My grief counsellor showed me this diagram:
It’s about ‘grief work’, which is a combination of doing two things: feeling the loss, and working out how you will go on. Healthy grief work is like a pendulum. You swing between the two, and the swings are big at first and as you do it more and more the swings get less extreme until there’s a bit more stability there.
You need to do both, but the thing is, most people get stuck in one or the other, either they feel the loss so heavily they can’t move on, or they are so busy moving on they don’t give attention to the feelings of loss.
This immediately made sense to me, and I could see how I am ‘stuck’ in the restoration-oriented extreme. I’ve been in survival mode since Red Twin died, and maybe before that too. I’ve been living cross-culturally, receiving care cross-culturally, doing a stack of solo parenting, finding and moving house, establishing us in a new neighbourhood, and getting Elliot going at a new school while navigating his high emotional needs. All with virtually non-existent local support, though there’s lots of love coming to us remotely from Australia. So, as my counsellor said to me, it’s appropriate that I spend 90% of my time in the restoration sphere!
But now that things have settled down a bit and finally there’s a chance for me to swing over to the loss side, I’ve found myself reluctant to face that aspect of grief work.
Grief has been this burden I have carried around with me. It has made me slower, less creative, my brain fuzzier, my temper shorter, my Swahili and my English less fluent. And it has made me so so tired.

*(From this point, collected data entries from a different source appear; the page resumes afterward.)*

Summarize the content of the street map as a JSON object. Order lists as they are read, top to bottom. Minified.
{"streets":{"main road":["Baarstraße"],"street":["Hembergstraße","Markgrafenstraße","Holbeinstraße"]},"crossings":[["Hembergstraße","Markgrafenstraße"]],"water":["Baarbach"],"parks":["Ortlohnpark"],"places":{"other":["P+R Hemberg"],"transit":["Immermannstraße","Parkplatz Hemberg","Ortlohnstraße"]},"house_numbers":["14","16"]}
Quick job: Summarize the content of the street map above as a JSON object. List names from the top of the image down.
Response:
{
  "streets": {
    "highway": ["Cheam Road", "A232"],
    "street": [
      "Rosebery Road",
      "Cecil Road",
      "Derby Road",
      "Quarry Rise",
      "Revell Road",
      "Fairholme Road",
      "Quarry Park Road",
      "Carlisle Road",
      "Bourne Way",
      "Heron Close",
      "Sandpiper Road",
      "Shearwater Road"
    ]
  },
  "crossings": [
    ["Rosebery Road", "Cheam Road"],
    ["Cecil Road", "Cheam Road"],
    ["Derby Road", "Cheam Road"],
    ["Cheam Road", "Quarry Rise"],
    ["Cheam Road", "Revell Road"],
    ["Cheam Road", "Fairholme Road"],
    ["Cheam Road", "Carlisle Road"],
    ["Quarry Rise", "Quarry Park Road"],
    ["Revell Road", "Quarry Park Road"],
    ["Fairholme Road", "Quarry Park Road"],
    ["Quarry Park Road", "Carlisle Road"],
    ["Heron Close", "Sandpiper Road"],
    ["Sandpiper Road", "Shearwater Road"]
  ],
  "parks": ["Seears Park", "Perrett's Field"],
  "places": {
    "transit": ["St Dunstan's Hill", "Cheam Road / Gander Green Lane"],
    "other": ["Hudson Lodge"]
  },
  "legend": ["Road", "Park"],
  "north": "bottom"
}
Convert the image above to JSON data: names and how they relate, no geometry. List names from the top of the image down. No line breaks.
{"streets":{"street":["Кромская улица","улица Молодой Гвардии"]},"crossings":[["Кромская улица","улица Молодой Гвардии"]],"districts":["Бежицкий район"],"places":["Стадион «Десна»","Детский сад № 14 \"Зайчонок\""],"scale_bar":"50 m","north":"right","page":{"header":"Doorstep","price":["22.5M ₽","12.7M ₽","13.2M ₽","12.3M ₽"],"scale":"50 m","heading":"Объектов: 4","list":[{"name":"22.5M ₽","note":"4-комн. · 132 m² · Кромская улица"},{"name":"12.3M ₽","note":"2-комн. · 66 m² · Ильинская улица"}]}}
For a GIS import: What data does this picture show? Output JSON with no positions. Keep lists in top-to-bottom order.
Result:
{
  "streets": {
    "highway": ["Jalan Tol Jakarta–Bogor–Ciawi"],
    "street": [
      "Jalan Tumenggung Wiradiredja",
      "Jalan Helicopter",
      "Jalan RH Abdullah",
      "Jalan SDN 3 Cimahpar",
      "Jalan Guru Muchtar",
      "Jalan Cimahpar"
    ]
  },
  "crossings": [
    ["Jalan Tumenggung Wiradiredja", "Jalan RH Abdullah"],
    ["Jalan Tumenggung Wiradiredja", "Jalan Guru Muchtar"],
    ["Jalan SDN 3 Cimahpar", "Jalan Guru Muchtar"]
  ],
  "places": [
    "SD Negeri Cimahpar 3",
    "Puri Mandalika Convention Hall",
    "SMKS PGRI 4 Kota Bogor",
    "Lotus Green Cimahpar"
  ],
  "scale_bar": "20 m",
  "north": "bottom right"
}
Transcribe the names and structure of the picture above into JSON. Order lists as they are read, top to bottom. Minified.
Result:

So I asked my counsellor, will a swing over to the loss side decrease the everyday exhaustion? Because I feel like maybe I’m too tired to make the big emotional push to go over to the loss side. I’m pretty good at keeping on keeping on, even with this bundle weighing me down. I still get dinner on the table. I still smile at school when I talk to the other mums. But I don’t feel like I have the emotional energy to do those things AND do the grief work on the loss side.
Apparently this is a pretty normal thing for people in the restoration sphere. They feel like things might be less than good, but they’re basically OK, so why open up and face those painful feelings?
But the counsellor had this insight for me. She said that part of my exhaustion is the effort it takes to suppress those emotions. The bundle of grief will always be there; loss doesn’t go away. But it takes a lot of energy to NOT spend time in it. I’ve been using up my energy not only carrying the bundle, but also ignoring it!
I had been thinking that going over to the loss side would drain me further, but she reframed it as more like a release of tension that would help me have the strength to carry the bundle. I’ve been wondering if maybe it’s like sore muscles? I get really tight calves. It’s often a bit painful to stretch them out, but once the tension is gone I do a lot less limping! Maybe the analogy isn’t quite right, but I’ve learned not only that I have to do both sides of the grief work, but that I don’t need to be afraid of one side or the other.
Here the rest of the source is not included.